Rachel Springall, financial expert at Moneyfacts Compare said: “The new government could cancel existing tax breaks or even other money-saving policies.

“One tax-free allowance that the Conservative Party introduced was the Personal Savings Allowance (PSA) in 2016, and that is something that could change.

“If this were to be withdrawn, it could lead to a surge in savers turning to their Isa allowance, which shields their savings interest from tax.

“Isa allowances could be reassessed in the future, but savers can hope to see Isa allowances increase from £20,000 as they have not changed for years.

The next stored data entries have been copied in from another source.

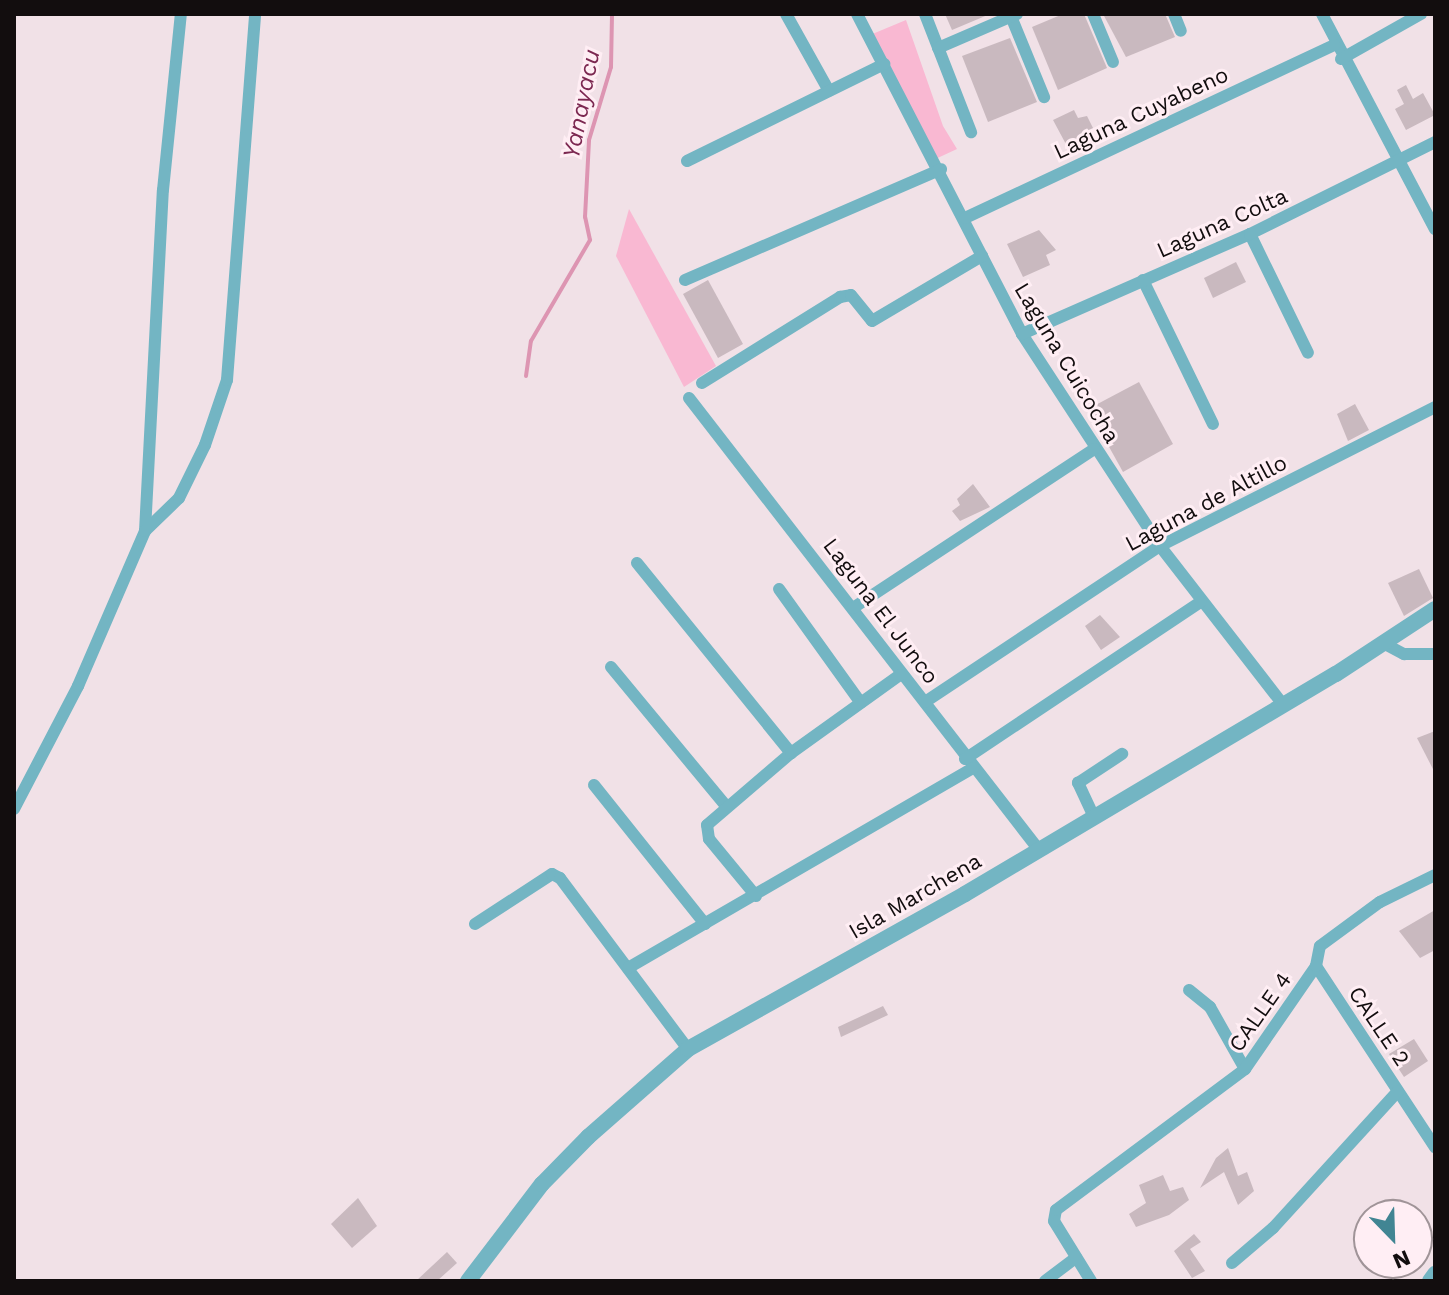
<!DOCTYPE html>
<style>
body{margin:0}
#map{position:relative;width:1449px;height:1295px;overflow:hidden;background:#f1e1e7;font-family:"Work Sans",sans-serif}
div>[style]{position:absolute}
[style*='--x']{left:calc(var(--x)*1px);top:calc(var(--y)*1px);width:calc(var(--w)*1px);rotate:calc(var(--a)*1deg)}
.green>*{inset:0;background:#f9b8d2}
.stream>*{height:4px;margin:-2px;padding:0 2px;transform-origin:2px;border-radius:2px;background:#dd95b2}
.building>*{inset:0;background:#c9b9bf}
.minor>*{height:12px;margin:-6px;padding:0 6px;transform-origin:6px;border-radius:6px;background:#73b5c3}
.tertiary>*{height:16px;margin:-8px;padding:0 8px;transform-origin:8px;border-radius:8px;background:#73b5c3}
span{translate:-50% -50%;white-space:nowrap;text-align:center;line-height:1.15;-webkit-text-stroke:6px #ffeef4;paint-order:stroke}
.street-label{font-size:22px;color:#120d0e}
.water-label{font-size:24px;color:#7c2851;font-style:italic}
.frame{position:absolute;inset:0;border:16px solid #120d0e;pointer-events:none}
.north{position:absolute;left:1353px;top:1199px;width:80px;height:80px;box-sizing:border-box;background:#ffeef4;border:2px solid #a09498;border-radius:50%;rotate:157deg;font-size:22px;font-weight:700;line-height:32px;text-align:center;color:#120d0e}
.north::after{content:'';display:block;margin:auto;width:28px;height:36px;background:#418593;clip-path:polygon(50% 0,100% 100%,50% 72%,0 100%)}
</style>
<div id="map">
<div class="green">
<i style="clip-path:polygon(906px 20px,943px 126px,957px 149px,929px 162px,870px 35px)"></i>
<i style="clip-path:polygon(629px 209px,716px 366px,684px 387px,616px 256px)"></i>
</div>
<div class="stream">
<i style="--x:526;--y:376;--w:35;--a:-82"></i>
<i style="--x:531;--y:341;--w:117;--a:-59.7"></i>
<i style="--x:590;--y:240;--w:24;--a:-102"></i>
<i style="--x:585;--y:217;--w:77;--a:-87"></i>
<i style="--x:589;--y:140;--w:76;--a:-73.2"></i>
<i style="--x:611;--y:67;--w:53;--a:-88.9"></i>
</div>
<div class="building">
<i style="clip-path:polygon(945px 14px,990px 14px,952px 30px)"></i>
<i style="clip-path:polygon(1063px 14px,1084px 14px,1107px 68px,1058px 90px,1032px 27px)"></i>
<i style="clip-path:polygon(1103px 14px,1165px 14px,1175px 37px,1126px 57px)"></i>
<i style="clip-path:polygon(1010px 38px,1037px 102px,988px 122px,962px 56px)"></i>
<i style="clip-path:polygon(1406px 85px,1413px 99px,1423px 93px,1435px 115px,1406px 130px,1395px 109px,1404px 104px,1397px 90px)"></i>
<i style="clip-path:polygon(1074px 110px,1078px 118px,1087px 116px,1096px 134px,1068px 148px,1053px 120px)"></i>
<i style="clip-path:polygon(1039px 230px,1056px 250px,1046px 255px,1050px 265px,1023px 277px,1007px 244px)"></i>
<i style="clip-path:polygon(1236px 262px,1246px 282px,1213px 298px,1204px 278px)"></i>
<i style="clip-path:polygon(708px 280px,743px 344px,718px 358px,683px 294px)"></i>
<i style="clip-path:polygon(1139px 382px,1173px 444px,1123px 472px,1088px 409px)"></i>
<i style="clip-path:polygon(1355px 404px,1369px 430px,1348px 441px,1337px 414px)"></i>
<i style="clip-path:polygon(973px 484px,990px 507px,960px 521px,952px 511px,960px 505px,957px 499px)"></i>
<i style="clip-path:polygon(1419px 569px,1433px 598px,1404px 616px,1388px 583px)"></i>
<i style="clip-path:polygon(1100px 615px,1120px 637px,1101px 650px,1085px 626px)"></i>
<i style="clip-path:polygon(1435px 731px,1435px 773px,1417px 738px)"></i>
<i style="clip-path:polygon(1435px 910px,1435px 950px,1420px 958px,1399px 931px)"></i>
<i style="clip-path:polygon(883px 1006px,888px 1015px,841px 1037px,838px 1027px)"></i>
<i style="clip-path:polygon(1414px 1039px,1428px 1061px,1404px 1077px,1389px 1054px)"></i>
<i style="clip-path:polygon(1228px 1148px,1238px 1176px,1247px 1172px,1254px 1191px,1238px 1205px,1224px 1172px,1200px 1188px,1216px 1158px)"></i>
<i style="clip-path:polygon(1163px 1175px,1170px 1191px,1183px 1187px,1189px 1200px,1169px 1215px,1136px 1227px,1129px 1214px,1146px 1203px,1139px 1185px)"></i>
<i style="clip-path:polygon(358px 1198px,377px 1226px,352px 1248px,331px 1224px)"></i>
<i style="clip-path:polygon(1194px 1234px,1201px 1242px,1190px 1249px,1205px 1271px,1192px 1278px,1174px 1251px)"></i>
<i style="clip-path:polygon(447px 1252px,457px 1263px,437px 1281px,416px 1281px)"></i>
</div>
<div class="minor">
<i style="--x:786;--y:14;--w:88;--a:60.8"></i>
<i style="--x:857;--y:14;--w:360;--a:62.7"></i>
<i style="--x:1022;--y:334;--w:253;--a:56.9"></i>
<i style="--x:1160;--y:546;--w:202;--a:52.2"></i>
<i style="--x:925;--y:14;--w:127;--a:68.7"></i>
<i style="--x:1010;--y:14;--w:90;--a:67.7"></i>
<i style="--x:1093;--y:14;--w:52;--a:67.4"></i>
<i style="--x:1174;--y:14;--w:18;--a:68"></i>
<i style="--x:1322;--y:14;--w:243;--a:62.3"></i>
<i style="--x:938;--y:48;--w:86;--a:-23.3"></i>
<i style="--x:1341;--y:59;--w:92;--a:-29.4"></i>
<i style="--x:687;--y:161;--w:220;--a:-26.2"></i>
<i style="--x:965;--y:218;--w:408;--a:-25.1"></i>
<i style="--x:1250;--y:234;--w:132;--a:64"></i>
<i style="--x:685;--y:280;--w:279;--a:-23.4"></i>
<i style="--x:1143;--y:280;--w:160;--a:64.1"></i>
<i style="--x:1022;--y:334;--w:249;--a:-23.7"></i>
<i style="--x:1250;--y:234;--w:207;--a:-26.4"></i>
<i style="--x:702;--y:383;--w:163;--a:-31.9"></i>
<i style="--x:840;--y:297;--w:11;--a:-10"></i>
<i style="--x:851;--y:295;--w:33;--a:51"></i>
<i style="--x:872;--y:321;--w:128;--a:-30.6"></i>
<i style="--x:689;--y:398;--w:572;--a:52.25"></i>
<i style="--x:145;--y:531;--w:341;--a:-87"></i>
<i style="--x:163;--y:190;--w:177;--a:-84.2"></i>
<i style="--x:637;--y:563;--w:245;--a:51"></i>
<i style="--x:779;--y:589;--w:140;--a:54.3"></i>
<i style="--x:853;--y:608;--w:289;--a:-33.4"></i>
<i style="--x:1383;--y:643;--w:24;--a:28"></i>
<i style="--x:1404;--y:654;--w:31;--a:0"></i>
<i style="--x:611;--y:667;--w:180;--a:50.4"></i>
<i style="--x:925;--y:702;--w:282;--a:-33.6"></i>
<i style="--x:1160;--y:546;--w:308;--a:-26.8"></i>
<i style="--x:965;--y:759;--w:283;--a:-33.7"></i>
<i style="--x:594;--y:785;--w:178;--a:51.4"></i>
<i style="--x:14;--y:809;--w:139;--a:-62.5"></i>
<i style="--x:78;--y:686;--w:169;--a:-66.6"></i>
<i style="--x:145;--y:531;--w:47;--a:-44.1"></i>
<i style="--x:179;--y:498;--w:59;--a:-63.9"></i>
<i style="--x:205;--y:445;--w:69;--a:-71.3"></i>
<i style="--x:227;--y:380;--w:367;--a:-85.6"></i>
<i style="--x:1094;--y:817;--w:38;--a:-115"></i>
<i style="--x:1078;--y:783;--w:53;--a:-33.4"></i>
<i style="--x:756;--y:896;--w:74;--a:-129.5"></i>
<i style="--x:709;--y:839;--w:14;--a:-98"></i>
<i style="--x:707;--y:825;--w:111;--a:-40.6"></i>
<i style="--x:791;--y:753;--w:134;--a:-35.6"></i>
<i style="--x:475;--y:924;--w:92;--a:-33"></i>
<i style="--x:552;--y:874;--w:9;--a:27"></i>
<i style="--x:560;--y:878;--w:214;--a:53.2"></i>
<i style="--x:1316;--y:966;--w:217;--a:56.7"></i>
<i style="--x:628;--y:968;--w:399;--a:-30.1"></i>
<i style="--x:1189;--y:990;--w:27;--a:39"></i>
<i style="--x:1210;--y:1007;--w:71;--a:60.6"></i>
<i style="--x:1232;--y:1263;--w:54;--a:-40.5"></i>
<i style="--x:1273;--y:1228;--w:185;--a:-47.6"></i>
<i style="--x:1045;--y:1281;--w:39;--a:-37"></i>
<i style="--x:1091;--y:1281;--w:70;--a:-121.7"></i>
<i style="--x:1054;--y:1221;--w:11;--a:-80"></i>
<i style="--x:1056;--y:1210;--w:236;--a:-36.7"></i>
<i style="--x:1245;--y:1069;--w:125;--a:-55.4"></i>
<i style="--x:1316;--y:966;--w:20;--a:-79"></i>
<i style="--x:1320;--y:946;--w:74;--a:-36.3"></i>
<i style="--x:1380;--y:902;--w:61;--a:-26.1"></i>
</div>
<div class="tertiary">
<i style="--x:468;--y:1281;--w:122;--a:-52.7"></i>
<i style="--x:542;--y:1184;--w:66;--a:-45.6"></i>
<i style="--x:588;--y:1137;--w:133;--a:-41.3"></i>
<i style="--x:688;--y:1049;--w:317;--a:-29.2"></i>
<i style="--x:965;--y:894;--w:431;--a:-30.7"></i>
<i style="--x:1336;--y:674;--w:118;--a:-33.3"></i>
<i style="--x:1430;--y:1281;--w:9;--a:-54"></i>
</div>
<div class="street-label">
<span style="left:1141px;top:113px;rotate:-25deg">Laguna Cuyabeno</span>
<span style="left:1222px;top:223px;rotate:-24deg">Laguna Colta</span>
<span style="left:1067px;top:363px;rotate:59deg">Laguna Cuicocha</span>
<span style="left:1206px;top:503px;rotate:-28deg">Laguna de Altillo</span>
<span style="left:881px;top:611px;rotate:53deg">Laguna El Junco</span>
<span style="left:915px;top:896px;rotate:-30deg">Isla Marchena</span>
<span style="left:1260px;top:1012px;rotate:-55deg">CALLE 4</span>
<span style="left:1379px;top:1026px;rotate:56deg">CALLE 2</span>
</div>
<div class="water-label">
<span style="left:582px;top:104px;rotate:-79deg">Yanayacu</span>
</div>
<div class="frame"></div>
<div class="north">N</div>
</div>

Isas alone may not be able to solve the savings gap for low-income consumers, and Labor could be thinking about ways to improve this situation.

“Labor introduced Isas 25 years ago to encourage people to save or invest their money tax-free.

“However, there is a possibility today that Labor could review how taxes could work on individuals with large Isa pots, such as limiting the amount that can be tax-free.

“The money earned from taxes could then be used for other initiatives such as the Help to Save programme.

“Another plan for Isas that could now be scrapped is the UK Isa, which was designed to boost investment in the UK economy but was criticized by some as confusing savers.”

Sarah Coles, Head of Personal Finance at Hargreaves Lansdown, said: “An Isa is at the heart of how people save and invest in the UK, with more than 22 million people relying on it.

“It provides simplicity for those starting their saving and investing journey, as they don’t have to worry about tax as they begin to build their financial resilience.

“There is no precedent for a cut in the allowance that hasn’t fallen in the 25 years it’s been around, so it would be an incredibly unwelcome and surprising bolt from the blue if the government were to consider it.

“Stability in the savings and investment space is essential if we are to encourage people to save money today and improve their long-term security.

“The tax rules are never set in stone, but each of these savers and investors put money into an Isa knowing it will be protected from tax, so any changes to the treatment of existing Isas would also be hugely controversial.

“There are so many other tricks the government could use to raise taxes that it would be unlikely to rush into such an unpopular and destabilizing step.”

Savings galore: Money flows fast into tax-free cash Isas from January 2023

Savings galore: Money flows fast into tax-free cash Isas from January 2023

Brian Byrnes, Head of Personal Finance at Moneybox, said: “It’s only been days and speculation has been rife about the newly elected Labor government’s plans for Isas.

Labour’s Financial Services Review published in January highlighted their intention to simplify the Isa environment to “make it easier for people to experience the benefits of saving and investing their money”, and it is fully within their power to change the Isa contribution and change the taxation around the Isa.

“However, it is clear that there is an urgent need for financial products to facilitate the path to wealth creation for the vast majority of the UK population.

“And there can be no doubt that Isas help achieve this by introducing positive ways of saving and helping people build wealth over a lifetime.

“However, in their current form it was said that they could benefit those on higher incomes who were able to maximize their contributions.

“With that in mind, we would encourage our new administration to focus on implementing policy changes that support and empower everyday consumers to achieve their financial goals and build wealth for the future with greater confidence.”